Did Dov Charney Just Lose Control of American Apparel?

Last Updated Apr 27, 2011 4:11 PM EDT

If, like me, you're a fan of high-quality T-shirts and ass-less pantyhose, then you'll be rejoicing at the news that American Apparel (APP) has been saved from bankruptcy by $15 million in financing from new investors.

Not much is known about the new investors, but they may have secured the rights to buy up to $43 million in APP stock at a discount price. If that is the case, it could mean that CEO Dov Charney may no longer own a majority of the company's stock. And that means angry investors or his own directors finally have the power to fire him as the company's top executive.
We'll have to wait until American Apparel files a disclosure with the SEC describing the math in detail, but using numbers from the above-linked reports from Bloomberg and The New York Post it appears that Charney may no longer own 54 percent of all APP's stock, which was his holding as described on page 28 of the 2010 annual report.

Until yesterday, there were 71.6 million outstanding shares. Charney owned about 54 percent of them. (The proxy form says he owns 44.9 million shares, which would mean there are 83 million shares in total, but for the sake of back-of-the-envelope math we'll stick with 71.6 million.)

The new investors bought $15 million of shares at 90 cents each, or about 16.6 million new shares. Already, that makes Charney a minority owner. The Post said Charney also kicked in another $700,000. Historically, Charney has demanded new treasury stock for his cash investments. Even if he paid $1/share, he would still own less than 50 percent of the company.

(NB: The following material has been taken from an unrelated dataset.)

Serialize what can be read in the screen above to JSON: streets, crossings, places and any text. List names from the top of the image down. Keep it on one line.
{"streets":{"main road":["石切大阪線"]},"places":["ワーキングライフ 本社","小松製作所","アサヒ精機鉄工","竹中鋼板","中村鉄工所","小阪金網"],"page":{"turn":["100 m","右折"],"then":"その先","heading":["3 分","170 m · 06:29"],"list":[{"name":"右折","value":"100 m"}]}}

The investors also get the right to buy another $28 million in stock at the 90 cents price. As APP closed yesterday at $1.24, they will likely exercise that option -- diluting Charney's holdings even further. The new owners could get as many as 38.7 million shares in total at 90 cents/share. That would leave Charney with about 40 million shares and everyone else with 71.6 million -- more than enough to out-vote him.

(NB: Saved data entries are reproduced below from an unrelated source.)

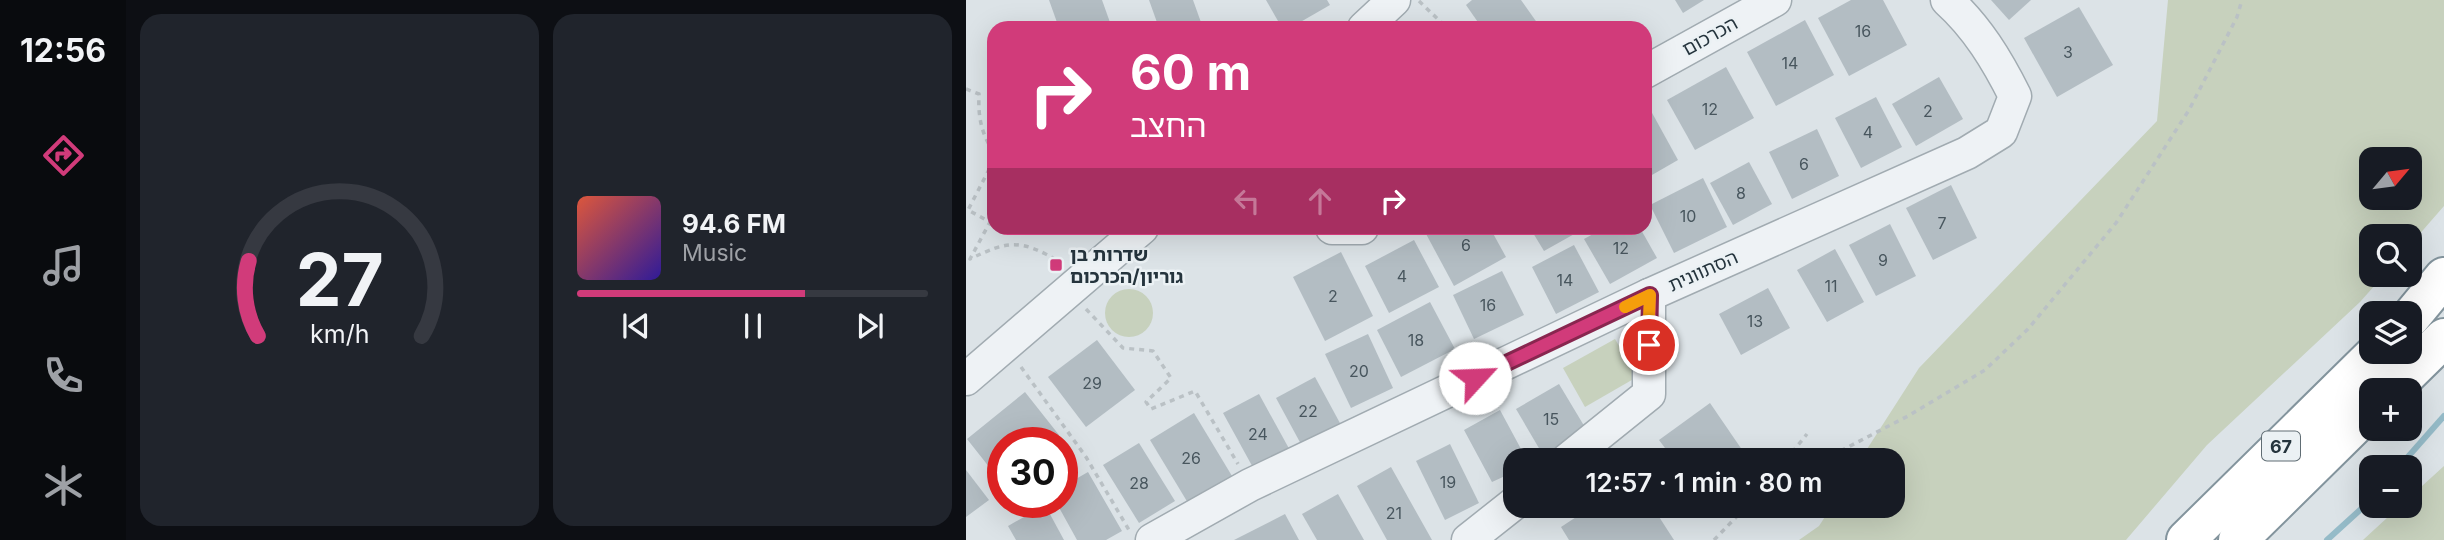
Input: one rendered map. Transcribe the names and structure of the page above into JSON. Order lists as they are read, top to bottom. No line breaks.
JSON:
{"streets":{"highway":["67"],"street":["הכרכום","הסתוונית"]},"places":{"transit":["שדרות בן גוריון/הכרכום"]},"house_numbers":["16","3","14","12","2","4","6","8","10","7","6","12","9","4","14","11","2","16","13","18","20","29","22","15","24","26","19","28","21"],"north":"top right","page":{"tabs":"12:56","turn":["60 m","החצב"],"map_buttons":["+","−"],"song":["94.6 FM","Music"],"limit":"30","trip":"12:57 · 1 min · 80 m","gauge":["27","km/h"]}}
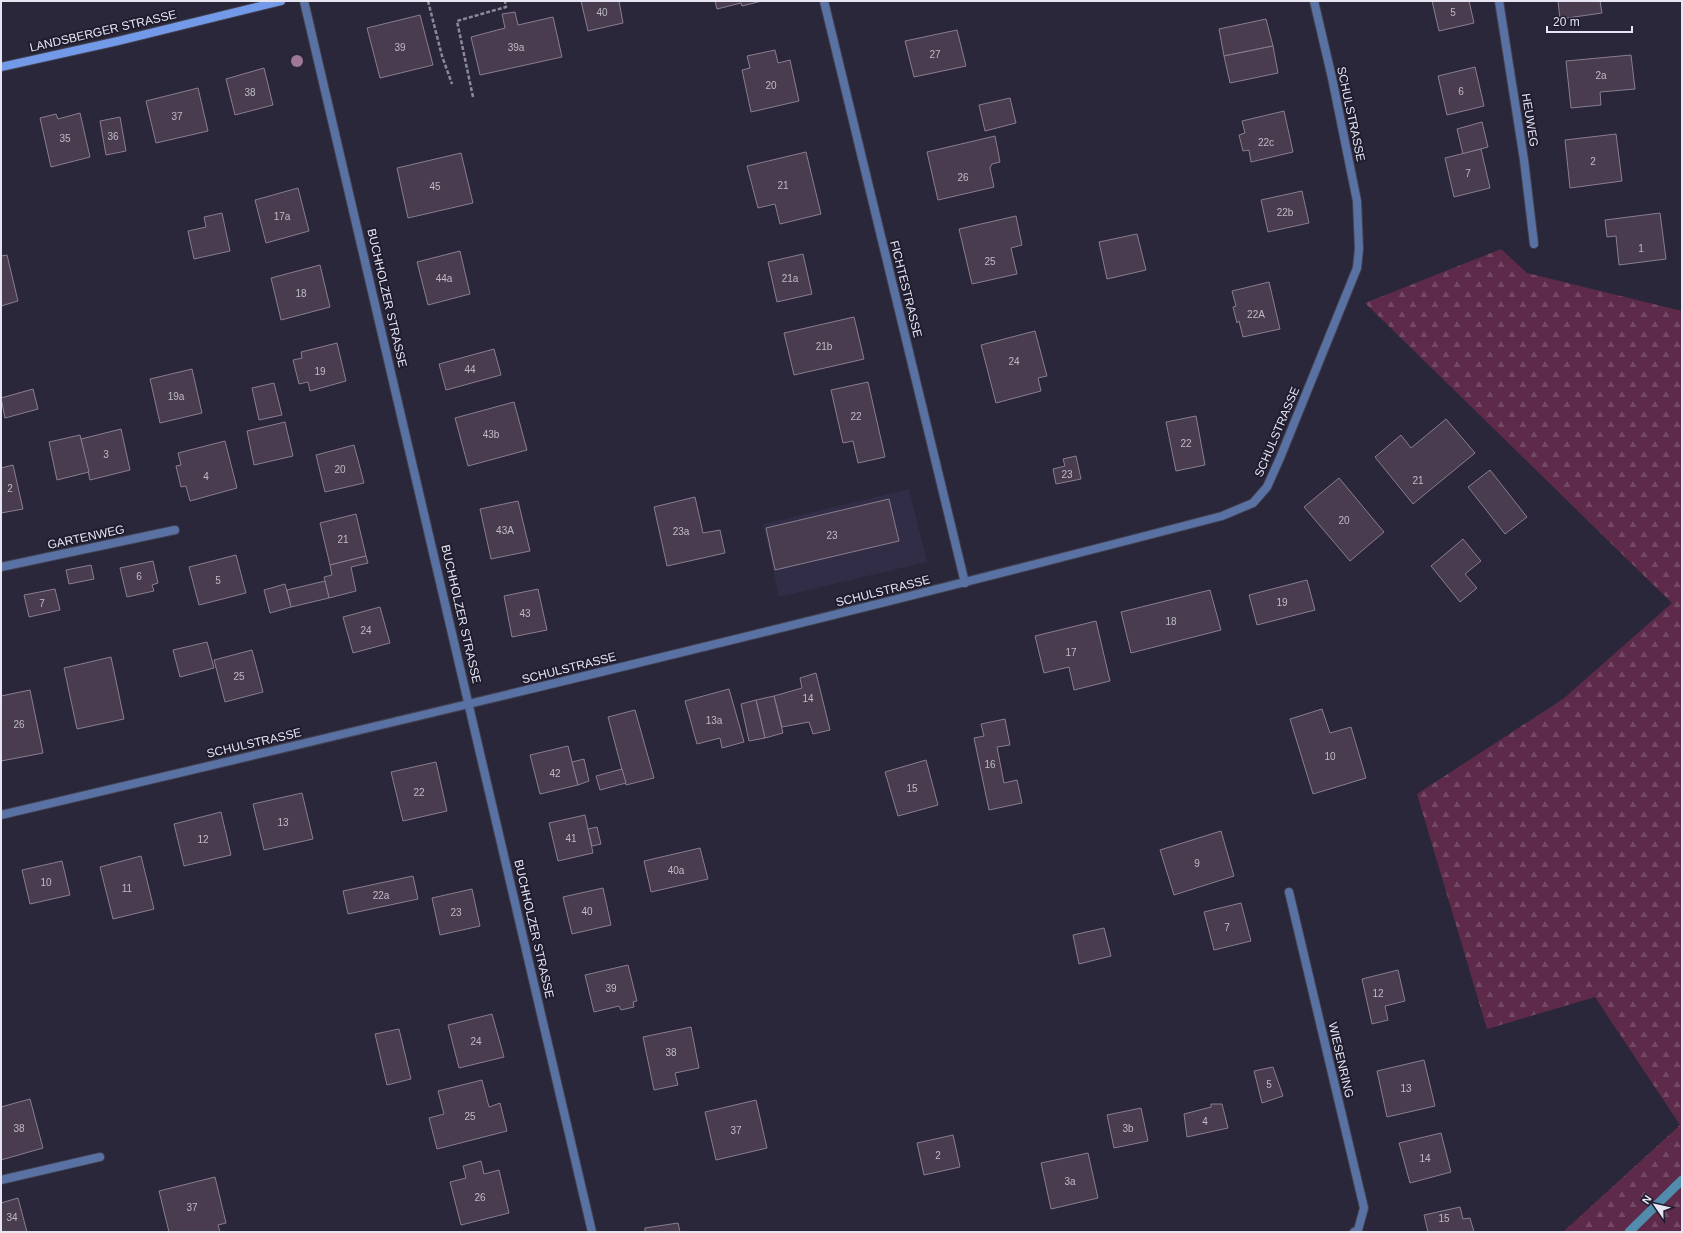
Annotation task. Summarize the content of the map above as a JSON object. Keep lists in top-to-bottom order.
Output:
{
  "streets": {
    "main road": ["LANDSBERGER STRASSE"],
    "street": [
      "SCHULSTRASSE",
      "HEUWEG",
      "FICHTESTRASSE",
      "BUCHHOLZER STRASSE",
      "GARTENWEG",
      "WIESENRING"
    ]
  },
  "crossings": [
    ["SCHULSTRASSE", "FICHTESTRASSE"],
    ["SCHULSTRASSE", "BUCHHOLZER STRASSE"]
  ],
  "house_numbers": [
    "40",
    "5",
    "39",
    "39a",
    "27",
    "2a",
    "20",
    "6",
    "38",
    "37",
    "36",
    "35",
    "22c",
    "2",
    "7",
    "26",
    "21",
    "45",
    "22b",
    "17a",
    "1",
    "25",
    "44a",
    "21a",
    "18",
    "22A",
    "21b",
    "24",
    "44",
    "19",
    "19a",
    "22",
    "43b",
    "22",
    "3",
    "20",
    "23",
    "4",
    "21",
    "2",
    "20",
    "43A",
    "23a",
    "23",
    "21",
    "6",
    "5",
    "19",
    "7",
    "43",
    "18",
    "24",
    "17",
    "25",
    "14",
    "13a",
    "26",
    "10",
    "16",
    "42",
    "15",
    "22",
    "13",
    "41",
    "12",
    "9",
    "40a",
    "10",
    "11",
    "22a",
    "40",
    "23",
    "7",
    "39",
    "12",
    "24",
    "38",
    "5",
    "13",
    "25",
    "4",
    "38",
    "3b",
    "37",
    "2",
    "14",
    "3a",
    "26",
    "37",
    "34",
    "15"
  ],
  "scale_bar": "20 m",
  "north": "top left"
}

There appears to be just one catch, the Post said:
In addition, Charney will be given the opportunity to counteract dilution from the deal with stock options that will vest if American Apparel's stock continues an upward climb during the next four years. Specifically, Charney's options will vest if the company's stock hits $3.25 next year, $4.25 in 2013 and $5.25 in 2014.
Just how many options will vest isn't clear. American Apparel's proxy form states that Charney has not received any options in the last three years. Charney, however, is a famous control freak. How likely is it that he just sold his birthright -- a company with half a billion in annual revenues -- for just $15 million in cash?